Tuesday, September 10, 2013

A blog post about dreams and insomnia

I can't remember if I posted about it or not, but I suffer from night terrors. Not these kinds:



But the kind where I have horribly realistic nightmares of demons and grotesque monsters and deformed rappers chasing me through Silent Hill, possessing me, and dropping me off of cliffs without a parachute. I've had this syndrome since childhood; if you know anything about my childhood, you won't be surprised.



I don't know if other people are able to do this, but I talk to myself in my dreams (which sounds about right since I talk to myself when I'm awake. Go figure.) so whenever a dream gets particularly unbearable, I speak to myself -- in third person, no less -- and say "Ok, that's enough. It's time to stop this dream." or "Ok, it's time to wake up. I'm not ready for how this dream ends." out loud to whomever represents me in the dream, and I'll wake myself right up.

This wasn't always the case. There was a time when I was just a helpless victim of my subconscious' imagination, dragged like a dirty rag doll through whatever terrible backdrop was the scene of choice for the evening, wherever my dreams took me. It took one too many times of me waking up on the floor, or punching and clawing at someone next to me, or waking up screaming and crying in a hot cold sweat for me to try my hand at mastering my entry and exit of said dreams. Most of my dreams are REALLY realistic and representative, as dreams tend to be. Whenever I'm angry, my violence of choice is arson so, alot of times, I dream of setting people or buildings on fire when they've made me upset in real life. Or if there's something I'm particularly stressed or anxious about, it usually shows up in a dream with fire. I once dreamed that I drove my ex-girlfriend to my late grandmother's home, built a 100' high fort of throw pillows, trapped her inside the fort, and set it on fire in the front yard. As I stood watching it burn as she screamed, the bottom of the fort became a winding staircase; as she tried to escape down the steps, snakes struck out from the darkness behind each step and bit chunks of her remaining flesh off. That dream actually gets worse, but you get the picture. I think.



Before I had the ability to awaken myself, I made a habit of staying up as late as  possible so I could avoid dreaming and the ensuing terror that I knew would follow. I never knew if that night's dream would be something I could sleep through, or I drank soda and coffee and energy drinks, I took pills (OTC, thank you very much), and would leave the TV or music up really loud. Inevitably, I would fall asleep anyway and the cycle would continue.

The problem was that I did it for so long that, once I was able to control my sleeping and dreaming, I actually wanted to go to sleep.

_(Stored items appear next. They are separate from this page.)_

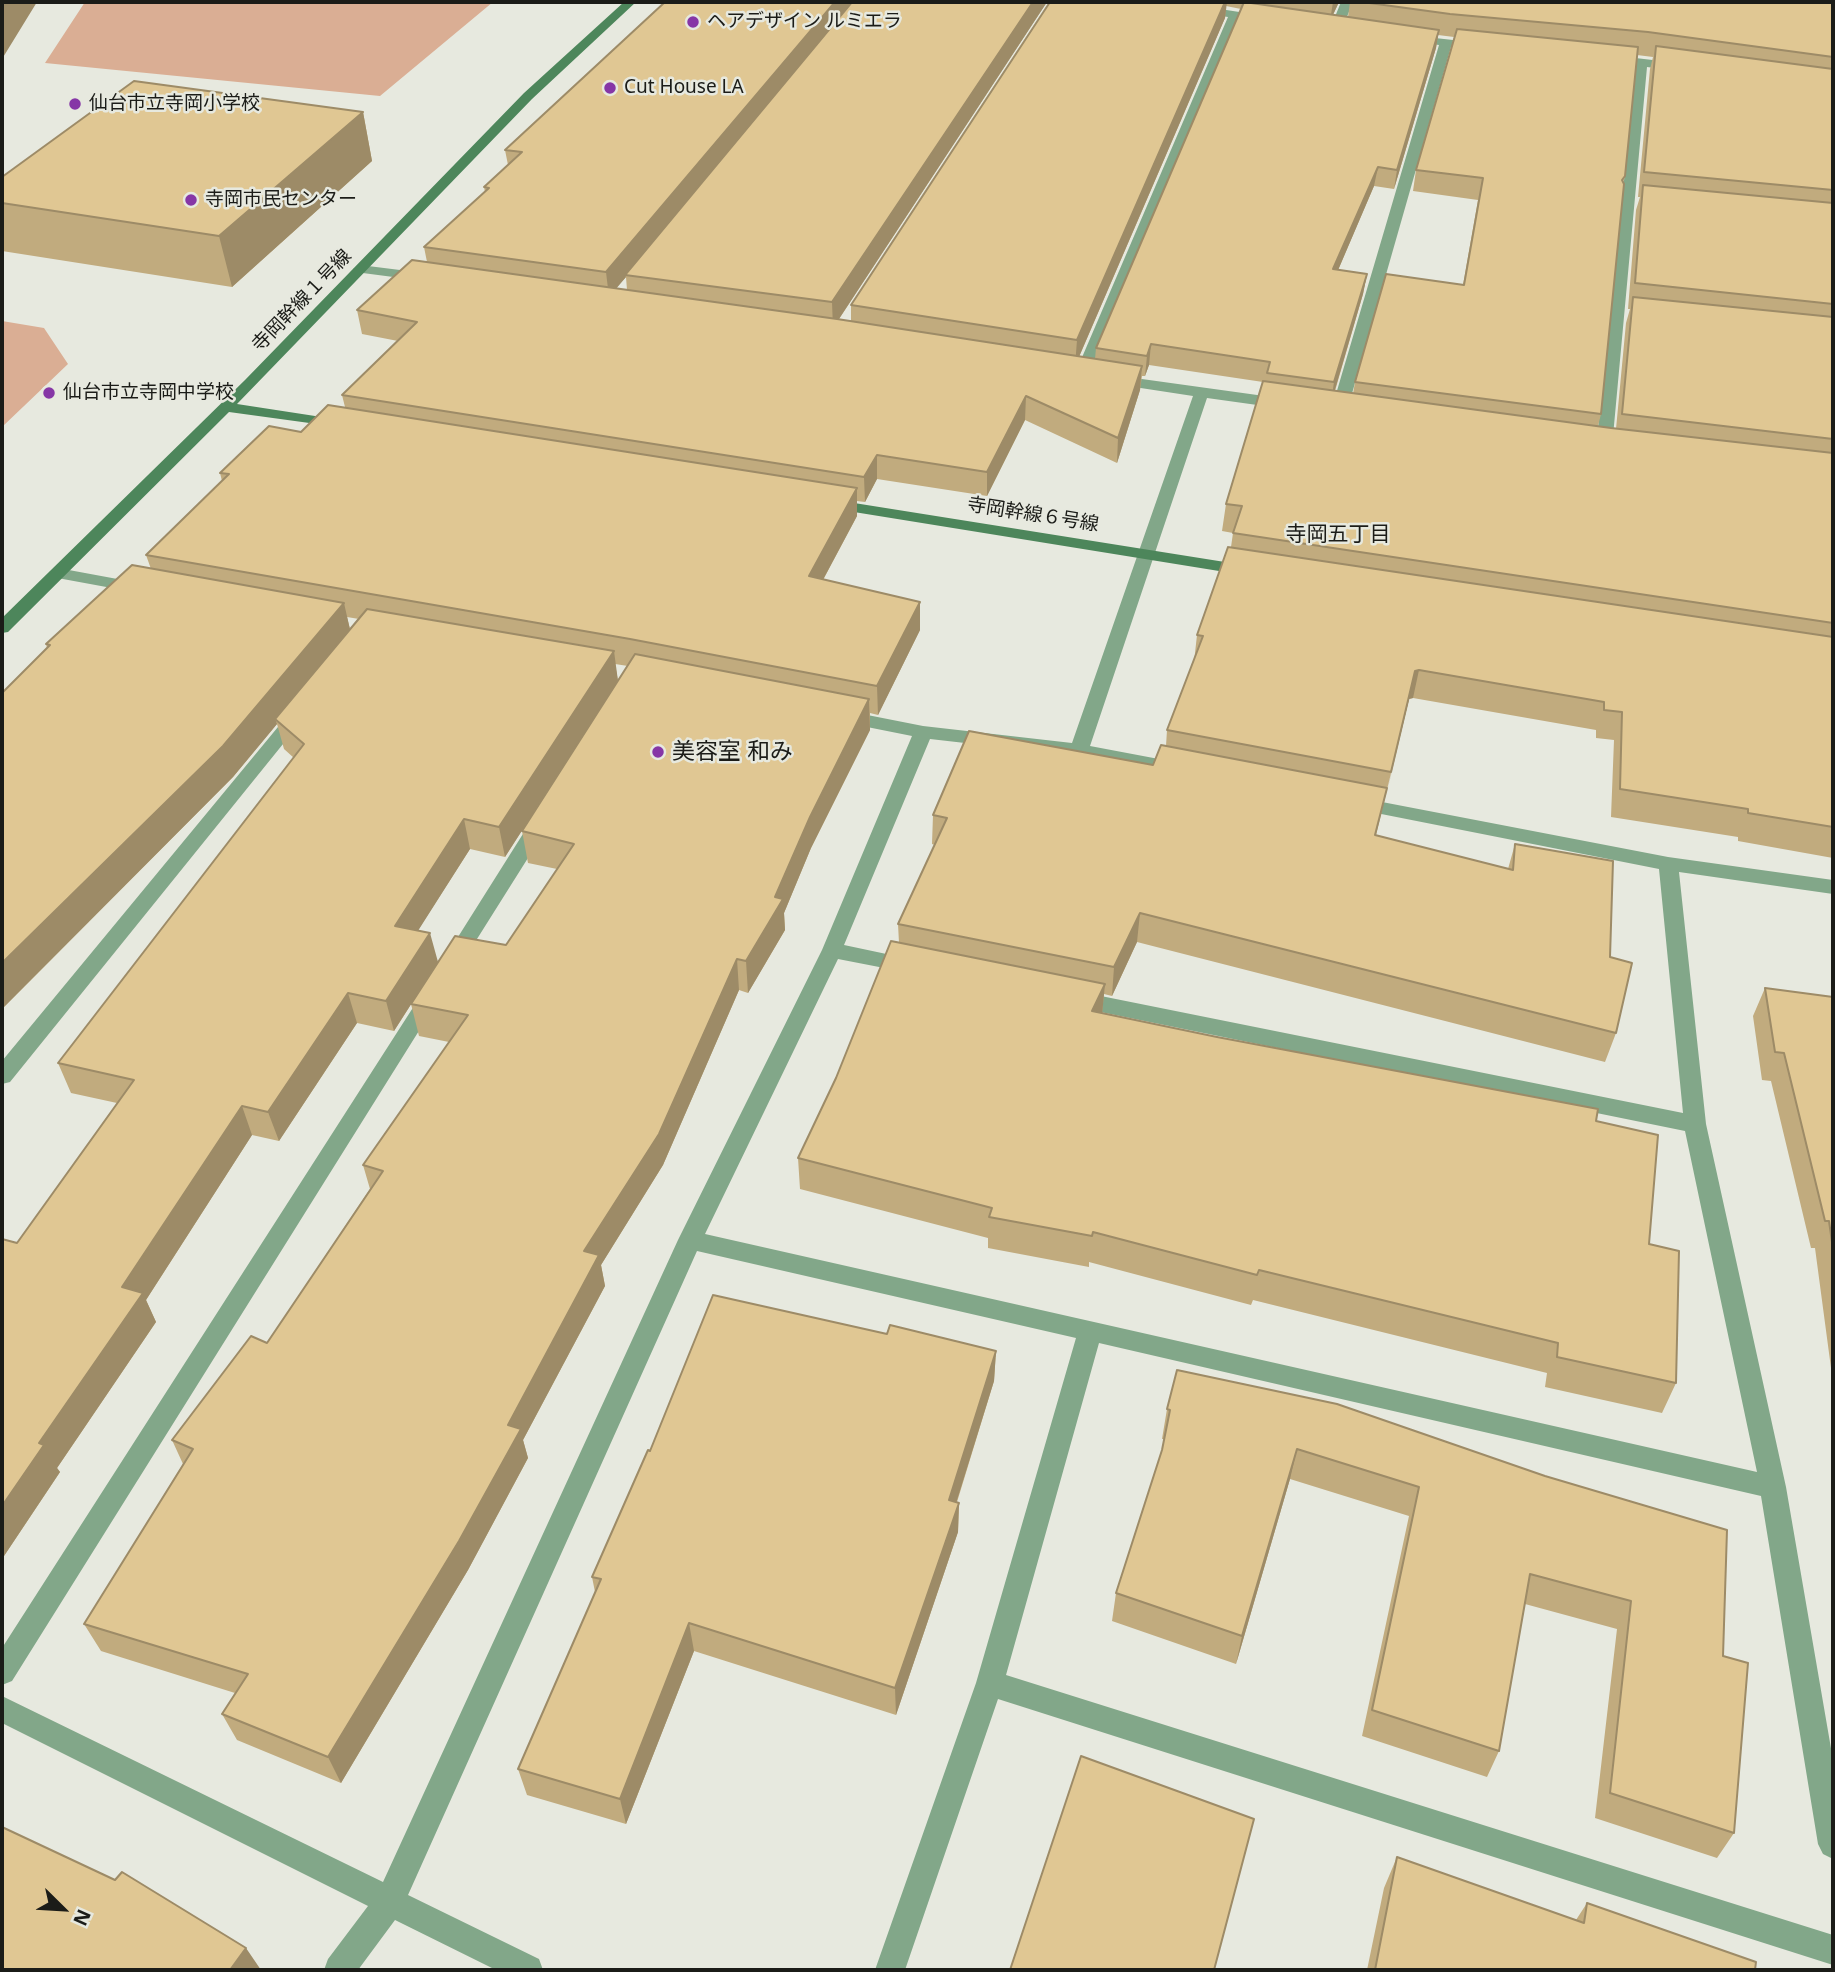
<!DOCTYPE html>
<meta charset="utf-8">
<style>
body{margin:0}
#map{position:relative;width:1835px;height:1972px;overflow:hidden;background:#e7e9df;font-family:"Noto Sans",sans-serif}
canvas{display:block}
.frame{position:absolute;inset:0;border:4px solid #1b1c18;pointer-events:none}
.north{position:absolute;left:28px;top:1874px;width:70px;height:70px;-webkit-text-stroke:5px #e7e9df;paint-order:stroke;rotate:114deg;font-size:19px;font-weight:700;line-height:28px;text-align:center;color:#1b1c18}
.north::after{content:'';display:block;margin:auto;width:24px;height:32px;background:#1b1c18;clip-path:polygon(50% 0,100% 100%,50% 72%,0 100%)}
</style>
<div id="map">
<canvas width="1835" height="1972"></canvas>
<div class="frame"></div>
<div class="north">N</div>
</div>
<script>
const context = document.querySelector('canvas').getContext('2d');
context.lineJoin = 'round';
function paint(path, color) { context.fillStyle = color; context.fill(path, 'evenodd'); }
const poly = rows => new Path2D(rows.map(r => 'M' + r).join(''));
function stroke(path, color, width, dash) { context.strokeStyle = color; context.lineWidth = width; context.lineCap = dash ? 'butt' : 'round'; context.setLineDash(dash || []); context.stroke(path); }
function label(font, color, halo, rows, align = 'center') {
  context.font = font + ' "Noto Sans","Noto Sans JP",sans-serif'; context.lineWidth = 5; context.setLineDash([]); context.textBaseline = 'middle'; context.strokeStyle = halo; context.fillStyle = color; for (const [text, x, y, turn = 0] of rows) {
    context.save(); context.translate(x, y); context.rotate((+turn || 0) * Math.PI / 180); context.textAlign = isNaN(turn) ? turn : align; if (halo) context.strokeText(text, 0, 0); context.fillText(text, 0, 0); context.restore();
  }
}
paint(poly([
 [85,2,493,2,380,96,45,63],
 [2,321,44,328,68,364,2,427]
]), '#daae94');
paint(poly([
 [1148,2,1175,2,1265,16,1271,19,1265,22,1239,18,1088,376,1081,380,1074,376,1228,17,1154,5,1148,2],
 [1341,2,1353,2,1342,29,1336,32,1330,29,1341,2],
 [1408,35,1480,43,1486,47,1480,51,1451,47,1347,411,1339,416,1331,411,1439,45,1404,40,1402,38,1408,35],
 [1610,55,1678,63,1684,67,1678,71,1647,67,1612,447,1604,452,1596,447,1636,66,1606,62,1606,56,1610,55],
 [360,265,424,273,431,277,424,281,355,272,353,269,360,265],
 [1113,375,1286,399,1294,404,1286,409,1207,398,1090,746,1180,763,1187,765,1189,769,1187,773,1180,775,1079,756,930,739,844,945,910,959,917,961,920,966,917,971,910,973,838,959,705,1234,1757,1472,1685,1131,1076,1007,1069,1004,1065,999,1069,994,1076,991,1683,1113,1659,869,1356,809,1349,807,1346,803,1349,799,1356,797,1668,857,1833,880,1833,894,1679,872,1706,1124,1786,1487,1833,1760,1833,1859,1823,1854,1818,1844,1761,1496,1099,1343,1006,1675,1833,1935,1833,1965,998,1699,905,1970,875,1970,976,1683,1076,1338,697,1251,408,1895,539,1959,543,1970,496,1970,395,1920,358,1970,324,1970,328,1959,368,1906,2,1723,2,1696,383,1882,678,1240,822,950,912,736,842,722,833,716,842,710,923,726,1072,743,1193,396,1108,383,1105,380,1108,377,1113,375],
 [58,568,139,583,148,588,139,593,52,577,50,573,58,568],
 [298,708,307,714,304,718,10,1082,2,1084,2,1061,292,710,298,708],
 [540,817,547,818,550,823,460,966,453,968,446,966,443,961,446,956,533,818,540,817],
 [430,989,437,992,441,997,437,1002,12,1681,2,1685,2,1648,423,992,430,989]
]), '#82a789');
paint(poly([
 [624,2,636,2,532,99,237,404,341,420,349,425,346,428,229,412,8,632,2,633,2,618,245,380,524,93,624,2],
 [829,499,1250,566,1258,571,1250,576,823,507,821,504,829,499]
]), '#4d865b');
paint(poly([
 [665,2,1047,2,839,319,851,321,851,305,1050,2,1339,2,1333,15,1348,17,1350,2,1833,2,1833,858,1738,841,1738,837,1611,817,1614,740,1596,738,1596,730,1413,698,1409,699,1376,835,1508,869,1515,844,1610,957,1616,1033,1605,1062,1137,942,1112,996,1104,994,1102,1013,1596,1121,1649,1244,1676,1383,1662,1413,1545,1387,1547,1373,1253,1300,1251,1305,1089,1262,1089,1267,988,1248,988,1238,800,1189,798,1158,899,943,898,924,935,845,932,844,933,815,1153,765,1166,746,1167,730,1194,662,1197,635,1231,547,1233,533,1222,531,1226,504,1263,382,1149,365,1145,376,1142,376,1140,390,1117,463,1025,420,987,496,877,479,865,502,857,501,857,516,823,580,920,630,878,715,870,713,870,730,811,848,784,913,785,930,748,993,739,990,663,1165,601,1265,605,1286,523,1440,528,1458,468,1570,341,1783,237,1740,222,1714,235,1693,101,1651,84,1624,183,1464,172,1440,267,1343,370,1189,363,1165,449,1042,419,1036,411,1004,506,945,557,869,528,863,522,831,628,666,615,664,618,681,505,857,470,849,418,930,438,962,394,1031,357,1023,279,1141,252,1135,146,1300,156,1322,57,1468,60,1472,2,1559,17,1243,117,1103,71,1093,58,1063,294,758,284,749,277,724,233,777,2,1009,2,693,47,648,46,644,151,569,146,555,222,481,220,473,301,432,345,407,342,395,398,341,362,334,357,310,427,262,424,247,485,192,484,187,508,165,505,150],
 [1226,6,1241,9,1096,348,1095,359,1079,357,1225,18],
 [1438,35,1454,37,1416,170,1413,191,1478,200,1463,285,1355,382,1353,394,1335,391,1363,294,1367,274,1338,270,1374,186,1394,189,1436,48],
 [1637,55,1653,57,1650,69,1638,197,1640,197,1636,210,1628,309,1630,309,1626,323,1616,429,1598,426,1601,414,1623,183,1625,176],
 [626,277,627,290,616,288],
 [347,617,359,619,350,629],
 [363,112,372,161,232,287,2,251,2,177],
 [1765,988,1833,997,1833,1383,1815,1248,1811,1248,1771,1081,1762,1080,1753,1016],
 [887,1334,996,1351,994,1381,957,1502,959,1503,958,1532,896,1715,694,1651,626,1824,527,1795,518,1769,595,1592,592,1577],
 [1337,1404,1723,1656,1734,1833,1717,1858,1595,1818,1617,1629,1525,1604,1499,1751,1487,1777,1362,1736,1409,1516,1290,1479,1236,1664,1112,1621,1116,1593,1162,1450,1164,1439,1162,1439,1167,1409],
 [1397,1857,1576,1920,1587,1903,1755,1970,1367,1970,1384,1888]
]), '#c1ab7e');
paint(poly([
 [4,2,37,2,2,59,2,5],
 [835,2,854,2,625,275,626,277,609,297,606,272],
 [1033,2,1047,2,833,328,832,302],
 [1225,2,1227,2,1225,18,1075,366,1077,340],
 [1333,2,1339,2,1330,21],
 [1439,30,1436,48,1394,189,1397,170],
 [363,112,372,161,232,287,219,236],
 [1378,167,1374,186,1330,289,1333,269],
 [1367,274,1363,294,1331,403,1334,382],
 [1151,344,1149,365,1145,376,1147,356],
 [1142,366,1140,390,1117,463,1118,438],
 [1026,396,1025,420,987,496,987,472],
 [877,455,877,479,865,502,864,477],
 [857,488,857,516,810,604,809,576],
 [920,602,920,630,878,715,877,686],
 [344,603,351,634,275,719,277,724,233,777,2,1009,2,963],
 [614,651,618,681,505,857,499,827],
 [1419,670,1413,698,1409,699,1385,800,1415,671],
 [869,699,870,730,811,848,784,913,785,930,748,993,746,961,810,817],
 [464,819,470,849,402,956,395,926],
 [1140,913,1137,942,1112,996,1114,967],
 [430,933,438,962,394,1031,386,1001],
 [737,959,739,990,663,1165,601,1265,605,1286,523,1440,528,1458,468,1570,341,1783,328,1757,508,1425,584,1251],
 [1105,984,1102,1015,1092,1011],
 [348,993,357,1023,279,1141,268,1112],
 [242,1106,252,1135,146,1300,156,1322,57,1468,60,1472,2,1559,2,1506,39,1443,122,1287],
 [996,1351,994,1381,948,1529,949,1500],
 [1297,1449,1290,1479,1236,1664,1242,1636],
 [959,1503,958,1532,896,1715,895,1688],
 [689,1623,694,1651,626,1824,620,1799],
 [246,1948,261,1970,230,1970]
]), '#9d8b67');
const building = poly([
 [665,2,835,2,606,272,424,247,489,188,484,187,522,152,505,150,665,2],
 [852,2,1033,2,832,302,625,275,852,2],
 [1050,2,1225,2,1077,340,851,305,1050,2],
 [1244,2,1439,30,1397,170,1378,167,1333,269,1367,274,1334,382,1267,373,1270,362,1151,344,1147,356,1096,348,1244,2],
 [1362,2,1833,2,1833,57,1648,32,1450,14,1362,2],
 [1457,29,1638,47,1625,176,1622,180,1624,184,1601,414,1355,382,1386,274,1464,285,1483,178,1416,170,1457,29],
 [1656,46,1833,69,1833,190,1644,172,1656,46],
 [134,81,363,112,219,236,2,203,2,177,134,81],
 [1643,185,1833,203,1833,304,1635,283,1643,185],
 [412,260,837,319,1142,366,1118,438,1026,396,987,472,877,455,864,477,342,395,417,322,357,310,412,260],
 [1633,297,1833,317,1833,439,1622,414,1633,297],
 [1263,381,1611,428,1833,453,1833,623,1233,533,1242,506,1226,504,1263,381],
 [328,405,857,488,809,576,920,602,877,686,630,639,146,555,229,474,220,473,269,426,301,432,328,405],
 [1228,547,1833,637,1833,827,1748,813,1748,809,1620,789,1622,712,1604,710,1604,702,1419,670,1415,671,1391,772,1167,730,1203,636,1197,635,1228,547],
 [132,565,344,603,223,746,2,963,2,693,50,645,46,644,132,565],
 [367,609,614,651,499,827,464,819,395,926,430,933,386,1001,348,993,268,1112,242,1106,122,1287,143,1293,39,1443,44,1445,2,1506,2,1239,17,1243,134,1080,58,1063,304,744,275,719,367,609],
 [635,654,869,699,810,817,775,897,783,899,746,961,737,959,659,1134,584,1251,599,1255,508,1425,521,1429,459,1541,328,1757,222,1714,248,1674,84,1624,193,1449,172,1440,251,1336,267,1343,383,1171,363,1165,468,1015,411,1004,455,936,506,945,574,844,522,831,635,654],
 [969,731,1153,765,1161,745,1387,788,1375,835,1513,870,1515,844,1613,861,1610,957,1632,963,1616,1033,1140,913,1114,967,898,924,947,818,933,815,969,731],
 [891,941,1105,984,1092,1011,1217,1037,1598,1109,1596,1121,1658,1135,1649,1244,1679,1251,1676,1383,1557,1357,1558,1343,1259,1270,1257,1275,1093,1232,1092,1236,989,1217,992,1208,798,1158,836,1078,891,941],
 [1765,988,1833,997,1833,1249,1829,1221,1825,1221,1784,1053,1775,1052,1765,988],
 [713,1295,887,1334,890,1325,996,1351,949,1500,959,1503,895,1688,689,1623,620,1799,518,1769,601,1579,592,1577,648,1450,650,1451,713,1295],
 [1177,1370,1337,1404,1545,1476,1727,1530,1723,1656,1748,1663,1734,1833,1610,1793,1631,1601,1530,1574,1499,1751,1372,1710,1419,1487,1297,1449,1242,1636,1116,1593,1162,1450,1170,1410,1167,1409,1177,1370],
 [1081,1756,1254,1819,1214,1970,1010,1970,1081,1756],
 [2,1827,115,1880,122,1872,246,1948,230,1970,2,1970,2,1827],
 [1397,1857,1584,1923,1587,1903,1756,1962,1755,1970,1375,1970,1397,1857]
]);
paint(building, '#e0c793');
stroke(building, '#9d8b67', 2);
for (const [x, y, r, color] of [
 [693,22,7,"#8636a6"],
 [610,88,7,"#8636a6"],
 [75,104,7,"#8636a6"],
 [191,200,7,"#8636a6"],
 [49,393,7,"#8636a6"],
 [658,752,7,"#8636a6"]
]) { const dot = new Path2D(); dot.arc(x, y, r, 0, 2 * Math.PI); context.fillStyle = color; context.fill(dot); stroke(dot, '#e7e9df', 2.5); }
label('19px', '#1b1c18', '#e7e9df', [
 ["ヘアデザイン ルミエラ",707,22],
 ["Cut House LA",624,88],
 ["仙台市立寺岡小学校",89,104],
 ["寺岡市民センター",205,200],
 ["仙台市立寺岡中学校",63,393]
], 'left');
label('19px', '#1b1c18', '#e7e9df', [
 ["寺岡幹線１号線",302,301,-46],
 ["寺岡幹線６号線",1033,515,9]
]);
label('21px', '#1b1c18', '#e7e9df', [
 ["寺岡五丁目",1338,535]
]);
label('23px', '#1b1c18', '#e7e9df', [
 ["美容室 和み",672,752]
], 'left');
</script>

But...I couldn't. There was a time when you couldn't pay me to lie down and go to sleep; I would finally just pass out whenever my body gave up being awake, usually somewhere around 4am. Even if I fell asleep around a decent hour, I woke up at 3:14 every morning like clockwork, and couldn't get back to sleep. The following day, somebody's ass would get cussed out, if they said 'Good morning', 'wyd', or just off GP. I was exhausted.

Huh? What'd you say? I'm listening. 


More than anything else, I'm terrified that I'll become like my father and fall victim to late night infomercials. Lemme just tell you that no one, and I DO mean NO ONE has more useless Home Shopping Network shit stuffed under their kitchen table and into crevices in their garage than my dad. Before HSN, there was the satanic Fingerhut catalog. But when he began working nights, then was suddenly transferred back to working days...hunny! Plenty nights I went downstairs as a child to find him sitting Indian-style at the foot of the bed, eyes glazed over, lips parted as he spoke quietly into our house phone, credit card firmly in hand. *smh*





And infomercials these days are so...FANCY...the marketing is SO tricky, it's almost sinful not to buy AT LEAST one thing. They make you feel like your life is a sham if you're caught living without WEN hair products or drinking Nopalea. Or maybe you're the scandalous nipple-flasher who missed the infomercial about the product that saves A-cuppers from embarrassing ugly-nude-bra sightings under wrap dresses.

She knows she knew that dress was hangin' off like chicken skin, damned nipple-flasher!

#iRefuse


The devil is a LIE!! I WILL get to sleep, and if I can't, I WILL leave the TV on Oxygen or Vh-1 Classic!